RECORDS TO PROCESS
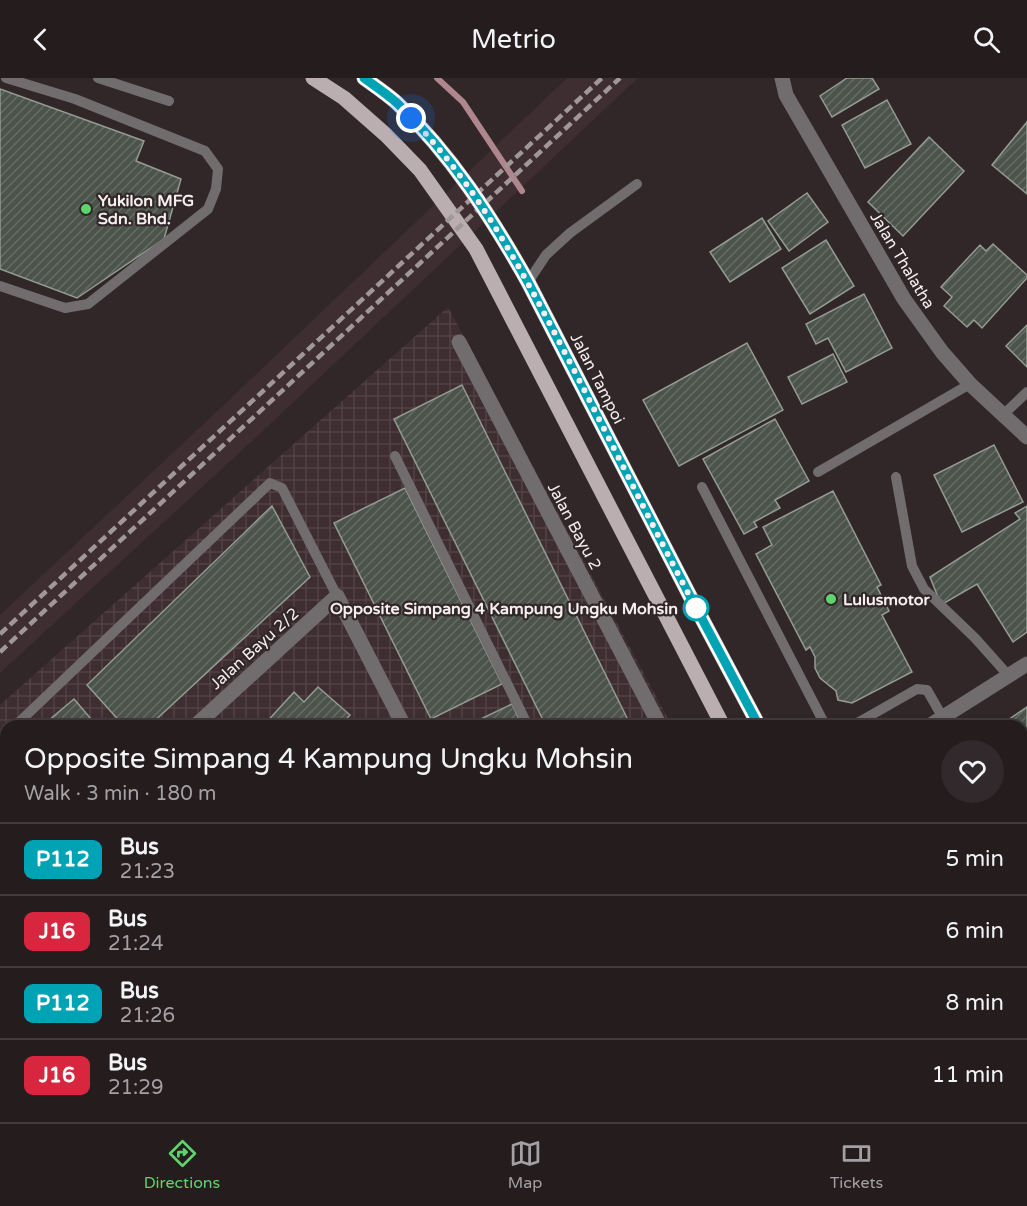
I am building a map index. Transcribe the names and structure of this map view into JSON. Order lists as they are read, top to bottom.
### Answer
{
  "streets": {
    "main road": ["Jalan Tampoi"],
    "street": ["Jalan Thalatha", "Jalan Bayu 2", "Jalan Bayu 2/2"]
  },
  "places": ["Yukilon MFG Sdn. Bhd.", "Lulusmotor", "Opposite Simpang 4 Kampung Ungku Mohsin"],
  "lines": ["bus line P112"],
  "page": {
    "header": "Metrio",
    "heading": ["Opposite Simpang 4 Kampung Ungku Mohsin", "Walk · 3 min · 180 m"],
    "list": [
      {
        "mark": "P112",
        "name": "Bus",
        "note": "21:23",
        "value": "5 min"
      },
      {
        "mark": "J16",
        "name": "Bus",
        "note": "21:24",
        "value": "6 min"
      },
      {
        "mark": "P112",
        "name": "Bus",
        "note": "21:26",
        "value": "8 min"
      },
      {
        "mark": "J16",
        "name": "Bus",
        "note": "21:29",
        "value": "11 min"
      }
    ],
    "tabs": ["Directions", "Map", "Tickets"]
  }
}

...

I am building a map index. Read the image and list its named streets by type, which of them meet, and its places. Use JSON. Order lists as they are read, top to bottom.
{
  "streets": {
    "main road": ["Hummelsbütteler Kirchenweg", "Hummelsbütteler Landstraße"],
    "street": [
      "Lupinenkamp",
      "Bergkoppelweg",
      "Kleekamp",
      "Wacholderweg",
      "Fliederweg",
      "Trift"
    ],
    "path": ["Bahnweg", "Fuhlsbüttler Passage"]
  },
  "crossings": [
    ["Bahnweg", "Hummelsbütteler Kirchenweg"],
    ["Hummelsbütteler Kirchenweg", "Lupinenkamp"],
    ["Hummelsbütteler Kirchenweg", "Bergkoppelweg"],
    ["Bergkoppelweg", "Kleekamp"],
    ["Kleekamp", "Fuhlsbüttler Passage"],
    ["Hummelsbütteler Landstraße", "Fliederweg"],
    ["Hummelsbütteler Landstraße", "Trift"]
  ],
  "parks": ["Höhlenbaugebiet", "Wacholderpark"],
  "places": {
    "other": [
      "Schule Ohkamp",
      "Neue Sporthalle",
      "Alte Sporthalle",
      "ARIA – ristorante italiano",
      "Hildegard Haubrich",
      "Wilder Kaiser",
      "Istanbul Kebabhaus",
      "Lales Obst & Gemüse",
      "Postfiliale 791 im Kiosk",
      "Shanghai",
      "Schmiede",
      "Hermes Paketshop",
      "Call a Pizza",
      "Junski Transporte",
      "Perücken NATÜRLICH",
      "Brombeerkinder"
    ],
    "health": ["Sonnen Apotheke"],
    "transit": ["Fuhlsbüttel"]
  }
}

TASK DIRECTIONS
Looking at the records above, how many lines include "Bahnweg"? Please give the number and nothing more.

OUTPUT BELOW
2